Give your self permission
Allow your self the time to be with your newborn. You are not sitting on the couch doing nothing, your spending quality time with your new baby. This time will never come again. Your baby will never need you like he needs you at this very moment. Your job has changed as a mother for a time and that’s OK! This is a good time to teach your other children about putting others first and that they too can be a big help in helping mommy do a good job.
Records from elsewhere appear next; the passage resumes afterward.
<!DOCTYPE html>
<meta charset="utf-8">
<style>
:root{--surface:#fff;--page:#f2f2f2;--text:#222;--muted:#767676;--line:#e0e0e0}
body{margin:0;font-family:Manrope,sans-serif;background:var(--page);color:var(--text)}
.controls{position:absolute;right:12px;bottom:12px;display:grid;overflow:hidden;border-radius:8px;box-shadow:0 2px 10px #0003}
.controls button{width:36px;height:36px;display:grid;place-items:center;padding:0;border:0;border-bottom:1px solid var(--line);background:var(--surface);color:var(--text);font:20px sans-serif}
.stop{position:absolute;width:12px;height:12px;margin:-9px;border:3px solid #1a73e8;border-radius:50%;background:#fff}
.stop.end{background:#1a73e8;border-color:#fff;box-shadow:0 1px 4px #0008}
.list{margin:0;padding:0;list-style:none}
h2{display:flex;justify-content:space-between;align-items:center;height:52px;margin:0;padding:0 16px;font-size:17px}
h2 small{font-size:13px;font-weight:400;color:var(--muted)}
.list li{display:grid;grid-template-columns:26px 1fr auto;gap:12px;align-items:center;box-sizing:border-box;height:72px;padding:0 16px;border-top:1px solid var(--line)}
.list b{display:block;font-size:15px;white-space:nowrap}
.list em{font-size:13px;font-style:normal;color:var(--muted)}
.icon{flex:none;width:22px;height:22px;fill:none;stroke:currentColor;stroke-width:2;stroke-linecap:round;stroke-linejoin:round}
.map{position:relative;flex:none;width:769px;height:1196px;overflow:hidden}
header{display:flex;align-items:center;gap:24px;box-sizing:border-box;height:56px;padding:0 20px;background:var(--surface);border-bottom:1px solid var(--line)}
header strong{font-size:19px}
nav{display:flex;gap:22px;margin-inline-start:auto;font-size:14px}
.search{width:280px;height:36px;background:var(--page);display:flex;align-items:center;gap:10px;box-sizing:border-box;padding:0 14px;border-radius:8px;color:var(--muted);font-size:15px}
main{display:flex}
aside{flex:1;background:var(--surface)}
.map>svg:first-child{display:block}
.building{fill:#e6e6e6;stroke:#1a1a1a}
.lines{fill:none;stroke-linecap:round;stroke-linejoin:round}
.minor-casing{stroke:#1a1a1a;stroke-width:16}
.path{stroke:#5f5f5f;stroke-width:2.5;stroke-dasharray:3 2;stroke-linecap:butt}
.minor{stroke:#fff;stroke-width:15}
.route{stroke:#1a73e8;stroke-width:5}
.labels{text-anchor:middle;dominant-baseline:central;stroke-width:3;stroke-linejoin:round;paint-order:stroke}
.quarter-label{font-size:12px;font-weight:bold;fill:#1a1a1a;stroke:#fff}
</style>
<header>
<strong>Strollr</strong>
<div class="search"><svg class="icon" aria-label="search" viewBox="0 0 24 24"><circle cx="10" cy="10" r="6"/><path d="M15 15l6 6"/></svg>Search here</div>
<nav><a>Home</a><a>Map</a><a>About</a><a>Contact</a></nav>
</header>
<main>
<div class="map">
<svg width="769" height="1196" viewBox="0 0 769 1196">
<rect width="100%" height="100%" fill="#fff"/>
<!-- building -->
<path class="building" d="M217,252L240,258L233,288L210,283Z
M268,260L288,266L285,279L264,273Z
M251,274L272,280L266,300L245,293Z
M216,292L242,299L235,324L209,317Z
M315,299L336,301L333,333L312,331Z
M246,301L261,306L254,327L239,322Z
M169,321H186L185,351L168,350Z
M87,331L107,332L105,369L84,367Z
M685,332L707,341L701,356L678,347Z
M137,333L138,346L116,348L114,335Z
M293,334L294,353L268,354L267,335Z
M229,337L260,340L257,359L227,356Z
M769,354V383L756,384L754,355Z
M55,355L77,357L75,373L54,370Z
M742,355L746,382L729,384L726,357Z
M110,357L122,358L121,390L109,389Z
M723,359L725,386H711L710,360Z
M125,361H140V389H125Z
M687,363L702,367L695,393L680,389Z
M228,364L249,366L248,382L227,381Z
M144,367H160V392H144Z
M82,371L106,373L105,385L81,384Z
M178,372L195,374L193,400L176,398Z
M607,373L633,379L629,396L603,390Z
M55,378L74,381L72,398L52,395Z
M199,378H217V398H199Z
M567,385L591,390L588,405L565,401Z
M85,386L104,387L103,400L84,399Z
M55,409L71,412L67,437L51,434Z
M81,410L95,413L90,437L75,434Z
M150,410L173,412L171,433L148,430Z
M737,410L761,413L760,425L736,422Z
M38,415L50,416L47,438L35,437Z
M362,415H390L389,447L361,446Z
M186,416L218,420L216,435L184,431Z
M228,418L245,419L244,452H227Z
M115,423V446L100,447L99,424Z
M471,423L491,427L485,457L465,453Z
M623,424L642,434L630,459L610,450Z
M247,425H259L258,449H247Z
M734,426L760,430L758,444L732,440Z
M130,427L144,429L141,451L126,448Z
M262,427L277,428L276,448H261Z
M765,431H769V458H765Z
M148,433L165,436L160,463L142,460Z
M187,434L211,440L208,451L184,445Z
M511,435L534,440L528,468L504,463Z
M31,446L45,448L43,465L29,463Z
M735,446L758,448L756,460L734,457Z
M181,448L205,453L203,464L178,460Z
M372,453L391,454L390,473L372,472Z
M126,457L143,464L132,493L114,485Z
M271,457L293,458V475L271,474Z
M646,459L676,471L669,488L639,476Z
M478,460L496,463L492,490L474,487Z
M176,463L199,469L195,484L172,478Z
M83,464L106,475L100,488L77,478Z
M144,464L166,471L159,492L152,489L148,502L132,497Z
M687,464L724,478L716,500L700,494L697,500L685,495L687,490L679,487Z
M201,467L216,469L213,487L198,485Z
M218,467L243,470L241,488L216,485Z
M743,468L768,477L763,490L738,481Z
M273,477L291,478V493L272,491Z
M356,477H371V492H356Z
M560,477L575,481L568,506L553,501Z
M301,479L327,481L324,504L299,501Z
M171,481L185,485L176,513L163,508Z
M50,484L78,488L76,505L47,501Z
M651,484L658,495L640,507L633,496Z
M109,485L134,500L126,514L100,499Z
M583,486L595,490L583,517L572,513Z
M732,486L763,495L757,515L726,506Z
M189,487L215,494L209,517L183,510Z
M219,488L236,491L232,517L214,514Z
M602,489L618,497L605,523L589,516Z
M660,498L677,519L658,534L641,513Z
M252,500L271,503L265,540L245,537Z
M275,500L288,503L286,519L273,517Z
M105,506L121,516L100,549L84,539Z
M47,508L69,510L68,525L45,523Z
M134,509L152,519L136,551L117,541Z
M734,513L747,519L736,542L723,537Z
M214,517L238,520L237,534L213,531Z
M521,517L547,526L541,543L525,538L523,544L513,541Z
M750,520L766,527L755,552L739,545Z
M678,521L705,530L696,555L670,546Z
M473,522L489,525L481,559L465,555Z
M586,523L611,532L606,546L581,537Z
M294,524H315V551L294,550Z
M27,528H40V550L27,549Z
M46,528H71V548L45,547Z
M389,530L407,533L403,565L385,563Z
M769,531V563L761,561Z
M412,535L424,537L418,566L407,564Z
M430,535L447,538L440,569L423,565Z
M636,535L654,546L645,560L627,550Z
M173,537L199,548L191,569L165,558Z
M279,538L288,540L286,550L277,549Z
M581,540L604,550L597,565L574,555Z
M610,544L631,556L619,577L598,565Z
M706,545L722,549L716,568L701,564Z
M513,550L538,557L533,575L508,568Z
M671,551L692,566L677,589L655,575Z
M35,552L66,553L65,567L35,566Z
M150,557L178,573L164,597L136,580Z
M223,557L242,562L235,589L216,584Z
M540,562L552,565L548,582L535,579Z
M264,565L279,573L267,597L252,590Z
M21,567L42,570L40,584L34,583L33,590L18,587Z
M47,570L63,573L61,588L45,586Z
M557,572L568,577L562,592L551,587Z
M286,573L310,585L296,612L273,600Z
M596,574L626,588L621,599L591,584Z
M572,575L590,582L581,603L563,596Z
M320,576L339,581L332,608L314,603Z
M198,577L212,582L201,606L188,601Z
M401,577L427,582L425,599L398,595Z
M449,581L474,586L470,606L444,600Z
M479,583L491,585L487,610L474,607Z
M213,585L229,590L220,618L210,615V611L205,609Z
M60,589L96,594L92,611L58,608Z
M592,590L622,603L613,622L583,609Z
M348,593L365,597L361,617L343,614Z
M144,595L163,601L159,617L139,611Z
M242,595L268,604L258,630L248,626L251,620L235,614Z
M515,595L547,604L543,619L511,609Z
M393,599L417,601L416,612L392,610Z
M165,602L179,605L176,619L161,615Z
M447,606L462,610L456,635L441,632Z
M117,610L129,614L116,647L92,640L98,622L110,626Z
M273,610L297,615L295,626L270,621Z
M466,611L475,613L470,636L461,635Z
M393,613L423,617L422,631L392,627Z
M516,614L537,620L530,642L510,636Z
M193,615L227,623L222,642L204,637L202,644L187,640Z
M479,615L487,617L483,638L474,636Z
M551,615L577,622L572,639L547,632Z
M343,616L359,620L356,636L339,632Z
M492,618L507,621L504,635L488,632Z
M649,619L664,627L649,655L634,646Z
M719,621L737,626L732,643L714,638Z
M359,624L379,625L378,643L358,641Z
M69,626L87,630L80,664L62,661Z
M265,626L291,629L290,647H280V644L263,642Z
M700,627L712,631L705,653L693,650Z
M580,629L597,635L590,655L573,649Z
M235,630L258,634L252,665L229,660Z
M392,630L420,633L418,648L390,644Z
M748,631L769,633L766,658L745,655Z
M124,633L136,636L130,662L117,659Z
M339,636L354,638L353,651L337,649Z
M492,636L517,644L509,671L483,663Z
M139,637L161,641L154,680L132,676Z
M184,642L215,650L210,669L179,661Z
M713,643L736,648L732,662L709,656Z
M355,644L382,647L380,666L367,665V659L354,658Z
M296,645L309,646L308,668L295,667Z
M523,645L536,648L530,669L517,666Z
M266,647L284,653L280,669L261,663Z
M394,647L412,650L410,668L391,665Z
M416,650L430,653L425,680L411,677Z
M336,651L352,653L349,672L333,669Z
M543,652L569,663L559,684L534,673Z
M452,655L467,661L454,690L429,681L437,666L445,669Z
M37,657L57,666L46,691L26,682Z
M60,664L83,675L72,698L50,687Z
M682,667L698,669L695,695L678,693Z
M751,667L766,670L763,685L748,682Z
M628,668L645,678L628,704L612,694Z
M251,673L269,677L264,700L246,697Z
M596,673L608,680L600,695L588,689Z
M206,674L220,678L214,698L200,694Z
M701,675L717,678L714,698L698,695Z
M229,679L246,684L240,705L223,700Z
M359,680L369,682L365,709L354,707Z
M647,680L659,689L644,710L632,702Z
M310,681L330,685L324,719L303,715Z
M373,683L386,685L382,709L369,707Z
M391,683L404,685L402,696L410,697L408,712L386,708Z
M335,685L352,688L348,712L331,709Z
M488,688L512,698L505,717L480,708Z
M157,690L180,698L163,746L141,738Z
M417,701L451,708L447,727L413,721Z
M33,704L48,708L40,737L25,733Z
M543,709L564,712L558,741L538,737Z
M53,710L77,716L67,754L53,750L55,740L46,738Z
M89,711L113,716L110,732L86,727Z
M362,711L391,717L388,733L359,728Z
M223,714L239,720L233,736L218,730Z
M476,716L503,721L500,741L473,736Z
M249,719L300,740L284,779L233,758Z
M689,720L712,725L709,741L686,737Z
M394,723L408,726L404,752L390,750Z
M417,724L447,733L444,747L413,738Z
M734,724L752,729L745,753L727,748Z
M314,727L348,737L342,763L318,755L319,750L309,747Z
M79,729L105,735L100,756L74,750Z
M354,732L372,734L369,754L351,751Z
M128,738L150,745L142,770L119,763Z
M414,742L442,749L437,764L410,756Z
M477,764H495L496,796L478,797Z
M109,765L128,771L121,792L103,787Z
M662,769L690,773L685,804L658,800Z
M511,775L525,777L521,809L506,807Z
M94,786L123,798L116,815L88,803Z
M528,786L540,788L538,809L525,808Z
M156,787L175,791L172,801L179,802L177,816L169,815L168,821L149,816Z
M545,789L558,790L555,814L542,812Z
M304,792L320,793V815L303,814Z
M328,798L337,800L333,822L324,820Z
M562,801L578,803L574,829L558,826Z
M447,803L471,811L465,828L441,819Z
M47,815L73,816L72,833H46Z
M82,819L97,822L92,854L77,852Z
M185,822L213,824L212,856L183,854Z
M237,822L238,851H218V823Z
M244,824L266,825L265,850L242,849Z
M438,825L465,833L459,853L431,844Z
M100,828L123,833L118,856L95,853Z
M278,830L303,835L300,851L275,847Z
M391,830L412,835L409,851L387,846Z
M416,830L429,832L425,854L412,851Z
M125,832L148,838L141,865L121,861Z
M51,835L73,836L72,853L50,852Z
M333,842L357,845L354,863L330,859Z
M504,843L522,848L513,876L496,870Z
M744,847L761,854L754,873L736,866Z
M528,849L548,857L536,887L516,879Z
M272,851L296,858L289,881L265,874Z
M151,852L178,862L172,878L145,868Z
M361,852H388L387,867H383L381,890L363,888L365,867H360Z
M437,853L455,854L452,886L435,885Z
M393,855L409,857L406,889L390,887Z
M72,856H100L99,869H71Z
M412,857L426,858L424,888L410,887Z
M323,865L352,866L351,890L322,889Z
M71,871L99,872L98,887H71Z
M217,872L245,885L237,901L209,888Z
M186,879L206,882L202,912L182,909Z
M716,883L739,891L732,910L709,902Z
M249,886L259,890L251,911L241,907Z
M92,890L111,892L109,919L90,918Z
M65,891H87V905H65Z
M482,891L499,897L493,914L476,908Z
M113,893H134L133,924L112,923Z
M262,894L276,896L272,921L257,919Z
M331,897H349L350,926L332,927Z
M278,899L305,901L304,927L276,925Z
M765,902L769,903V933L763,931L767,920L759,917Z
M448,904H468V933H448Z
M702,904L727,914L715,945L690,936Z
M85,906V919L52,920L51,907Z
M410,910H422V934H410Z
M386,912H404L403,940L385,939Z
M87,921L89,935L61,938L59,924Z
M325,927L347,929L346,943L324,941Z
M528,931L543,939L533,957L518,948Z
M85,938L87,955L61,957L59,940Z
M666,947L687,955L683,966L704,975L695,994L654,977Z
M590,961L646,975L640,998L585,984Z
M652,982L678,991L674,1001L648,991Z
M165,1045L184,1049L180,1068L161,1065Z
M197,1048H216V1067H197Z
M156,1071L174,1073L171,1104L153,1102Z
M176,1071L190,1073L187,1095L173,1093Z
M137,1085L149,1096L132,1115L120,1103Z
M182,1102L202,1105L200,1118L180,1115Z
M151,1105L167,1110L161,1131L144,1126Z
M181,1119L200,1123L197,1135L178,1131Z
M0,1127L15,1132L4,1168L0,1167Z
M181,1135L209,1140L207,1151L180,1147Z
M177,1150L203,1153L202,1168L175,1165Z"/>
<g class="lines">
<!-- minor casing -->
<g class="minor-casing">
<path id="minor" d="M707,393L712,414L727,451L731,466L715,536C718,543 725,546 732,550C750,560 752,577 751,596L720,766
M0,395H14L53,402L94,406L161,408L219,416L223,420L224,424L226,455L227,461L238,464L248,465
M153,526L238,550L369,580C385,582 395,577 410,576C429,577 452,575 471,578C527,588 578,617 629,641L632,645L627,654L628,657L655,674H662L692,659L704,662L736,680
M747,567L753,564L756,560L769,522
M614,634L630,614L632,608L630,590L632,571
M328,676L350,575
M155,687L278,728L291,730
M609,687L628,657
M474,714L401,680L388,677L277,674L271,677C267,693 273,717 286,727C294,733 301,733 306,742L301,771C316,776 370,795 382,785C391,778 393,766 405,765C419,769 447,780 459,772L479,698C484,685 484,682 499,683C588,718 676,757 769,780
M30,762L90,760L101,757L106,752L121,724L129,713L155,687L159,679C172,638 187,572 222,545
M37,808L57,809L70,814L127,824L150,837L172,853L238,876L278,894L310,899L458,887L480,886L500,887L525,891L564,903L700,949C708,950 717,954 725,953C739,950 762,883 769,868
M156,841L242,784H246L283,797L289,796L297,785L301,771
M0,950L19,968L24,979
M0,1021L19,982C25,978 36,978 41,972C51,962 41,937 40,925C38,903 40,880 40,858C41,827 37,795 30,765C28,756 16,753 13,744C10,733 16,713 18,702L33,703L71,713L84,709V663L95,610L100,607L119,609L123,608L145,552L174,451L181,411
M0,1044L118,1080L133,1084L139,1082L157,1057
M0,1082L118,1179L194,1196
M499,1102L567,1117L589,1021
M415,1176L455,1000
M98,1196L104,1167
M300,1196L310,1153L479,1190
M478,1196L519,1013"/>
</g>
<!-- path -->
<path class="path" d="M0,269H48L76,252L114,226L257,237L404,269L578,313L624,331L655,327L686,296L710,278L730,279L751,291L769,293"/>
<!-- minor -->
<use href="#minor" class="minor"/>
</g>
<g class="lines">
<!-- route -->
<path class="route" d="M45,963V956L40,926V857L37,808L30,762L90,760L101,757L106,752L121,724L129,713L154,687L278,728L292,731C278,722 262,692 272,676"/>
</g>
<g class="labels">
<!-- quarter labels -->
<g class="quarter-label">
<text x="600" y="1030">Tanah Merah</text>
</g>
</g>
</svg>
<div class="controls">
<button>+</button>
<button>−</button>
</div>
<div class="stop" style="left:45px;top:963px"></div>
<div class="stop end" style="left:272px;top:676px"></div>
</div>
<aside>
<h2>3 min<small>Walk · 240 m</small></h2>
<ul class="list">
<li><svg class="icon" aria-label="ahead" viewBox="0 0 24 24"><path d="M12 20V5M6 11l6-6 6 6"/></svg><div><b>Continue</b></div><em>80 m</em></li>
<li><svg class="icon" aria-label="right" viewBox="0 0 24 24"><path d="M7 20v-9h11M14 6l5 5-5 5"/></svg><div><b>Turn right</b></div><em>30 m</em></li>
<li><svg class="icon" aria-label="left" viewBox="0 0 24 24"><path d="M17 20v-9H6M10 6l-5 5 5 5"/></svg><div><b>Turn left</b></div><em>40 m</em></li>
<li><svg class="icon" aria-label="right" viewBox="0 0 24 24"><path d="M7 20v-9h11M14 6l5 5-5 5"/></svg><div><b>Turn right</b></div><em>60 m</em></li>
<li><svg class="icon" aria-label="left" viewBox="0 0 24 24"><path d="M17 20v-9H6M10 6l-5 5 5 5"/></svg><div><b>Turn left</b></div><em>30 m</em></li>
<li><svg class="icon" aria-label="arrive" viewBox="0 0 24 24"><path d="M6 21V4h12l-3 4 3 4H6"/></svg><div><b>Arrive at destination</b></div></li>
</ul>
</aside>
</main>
Believe it or not your young daughters are watching how you mother this new baby and often will quickly find a doll to mimic what you are doing. Explain to your children how to properly care for a new baby and remind them that they too received that same love and devotion that the new baby is getting.

 
Courage allows the successful woman to fail – and to learn powerful lessons from the failure –
so that in the end, she didn’t fail at all.